Diario del Negroni por Europa

Acompañamos a siete bartenders de Argentina por cuatro ciudades de Europa para conocer a fondo la historia de un clásico de la coctelería.

Por José Heinz (Especial).

Así como hay leyendas que impulsan ferias o celebraciones, la invención de un cóctel clásico inspira una de las atracciones anuales en lo que a cultura coctelera se refiere: Negroni Week, una acción promovida por Campari que se lleva a cabo durante la primera semana de junio en diferentes partes del mundo.

Se realiza desde 2013 no sólo para promocionar el cóctel, sino también para recaudar fondos para organizaciones benéficas. En Argentina participaron más de 800 bares en 2018 y se recaudaron cerca de 20 mil dólares, que serán destinados al Banco de Alimentos de Buenos Aires. En Córdoba, por su parte, varios bares se sumaron a la iniciativa, con la emblemática Cova del Drac como spot central. 

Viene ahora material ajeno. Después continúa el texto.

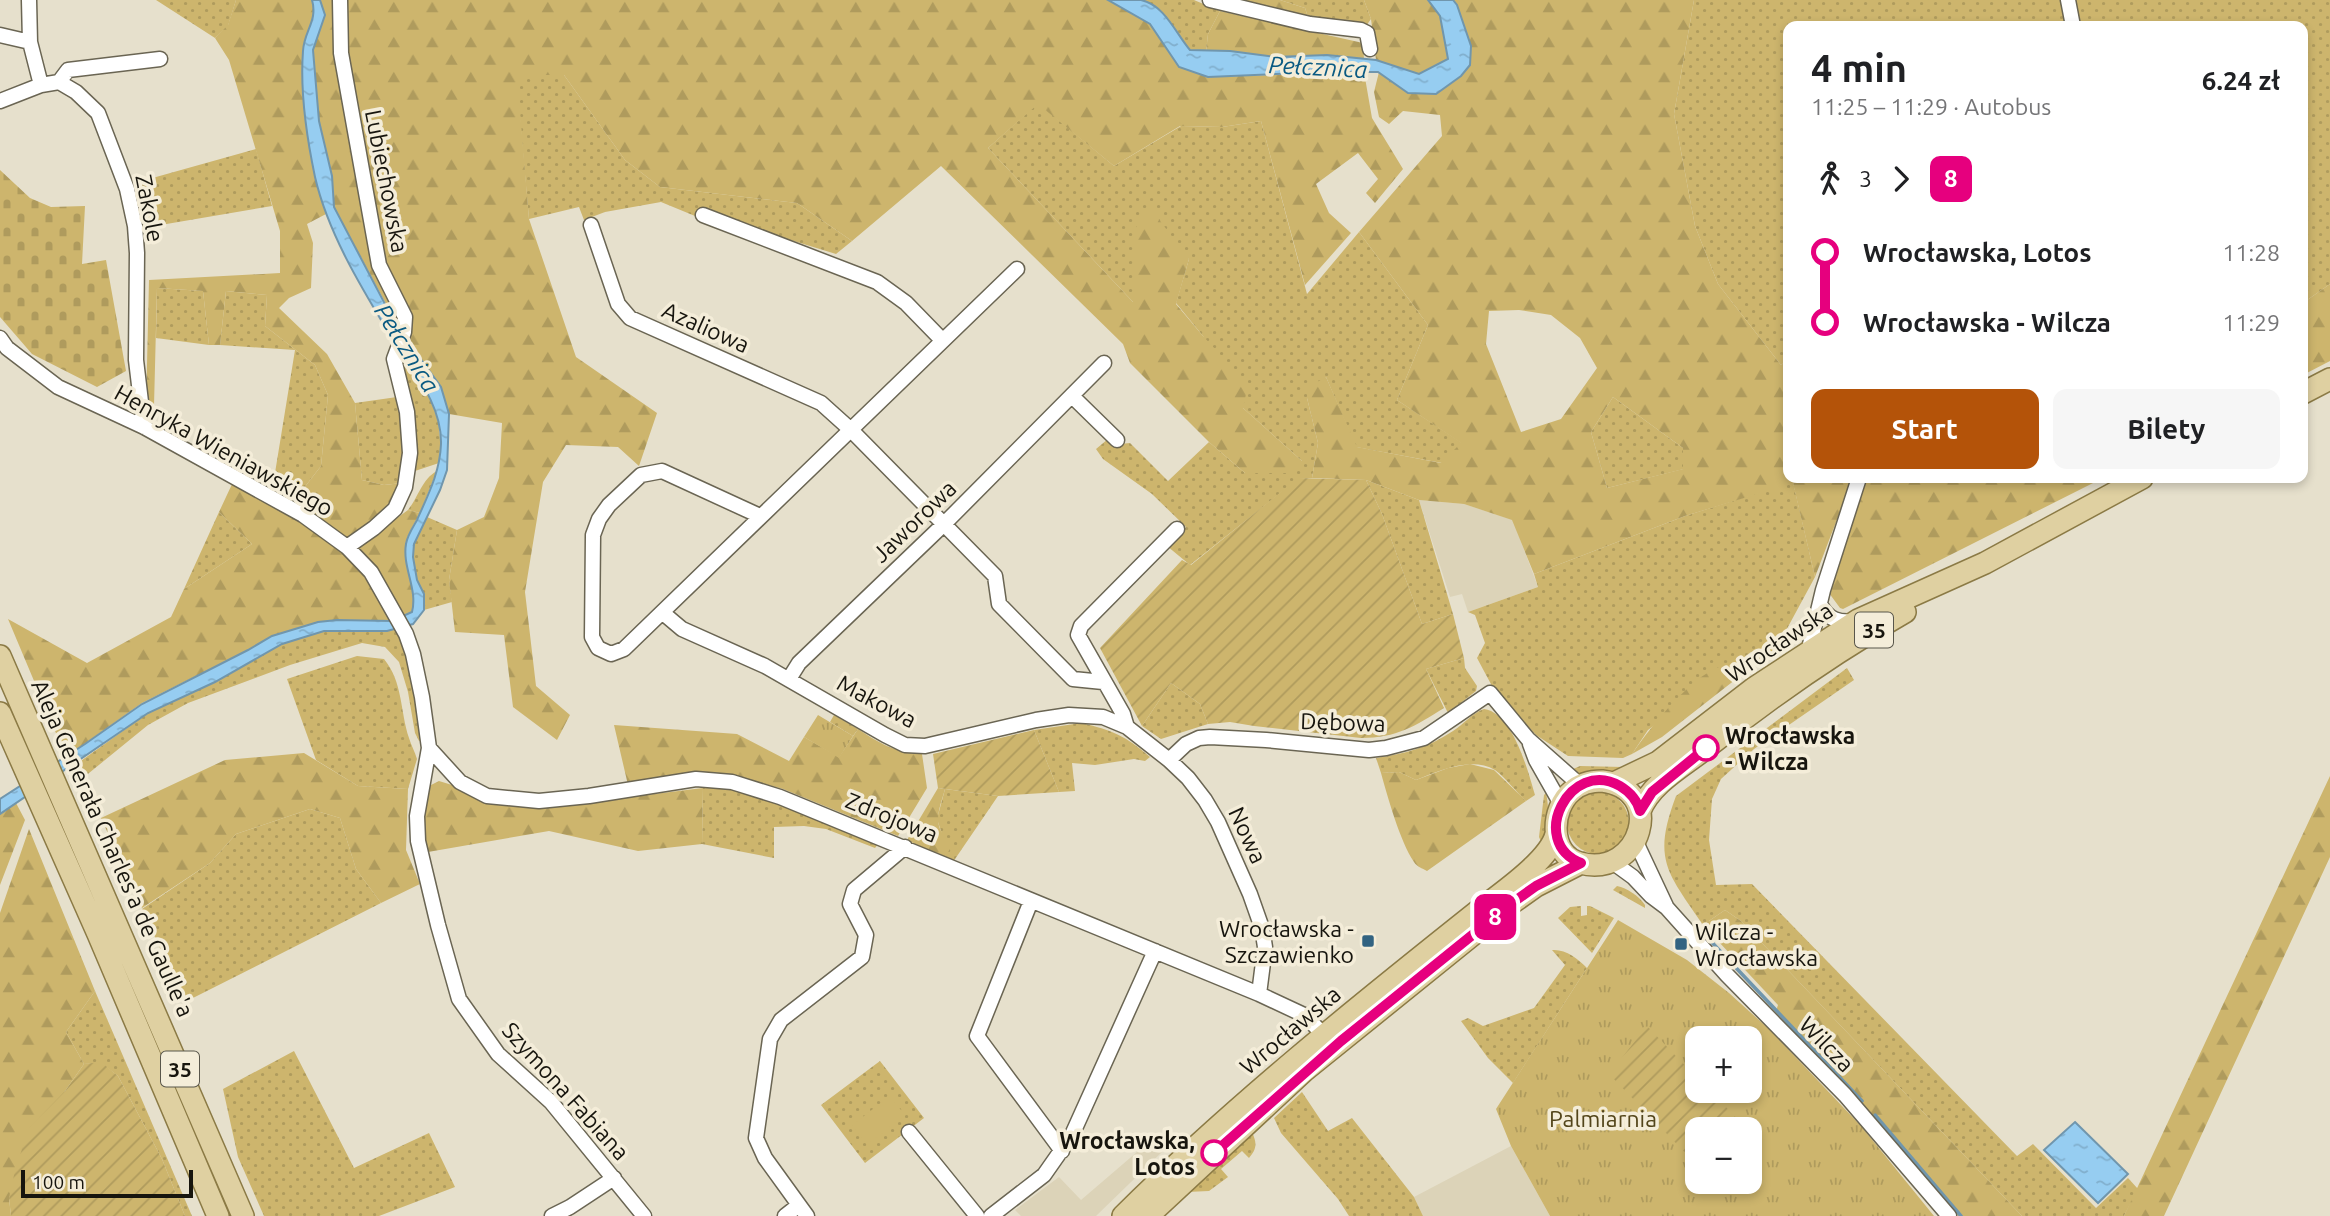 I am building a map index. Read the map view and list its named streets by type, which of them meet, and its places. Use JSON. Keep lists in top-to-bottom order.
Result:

Este año, además, siete de los bartenders más reconocidos de nuestro país tuvieron la oportunidad de recorrer cuatro puntos clave para la creación del Negroni, que en su preparación tradicional lleva tres partes iguales de gin, Campari y vermuth rojo. El objetivo entonces fue ir tras la huella de sus ingredientes y su mitología: Londres (cuna del gin), Milán (donde surgió el Campari), Torino (capital del vermouth) y Florencia, ciudad en la que se inventó este bittersweet. Según la literatura coctelera, avalada por documentos fiables, el responsable de su creación fue Camillo Negroni, quien allá por el 1919 le pidió al cantinero del Caffè Casoni que le agregara un poco de ginebra a su tradicional Americano. El resto es historia. Y tradición, claro.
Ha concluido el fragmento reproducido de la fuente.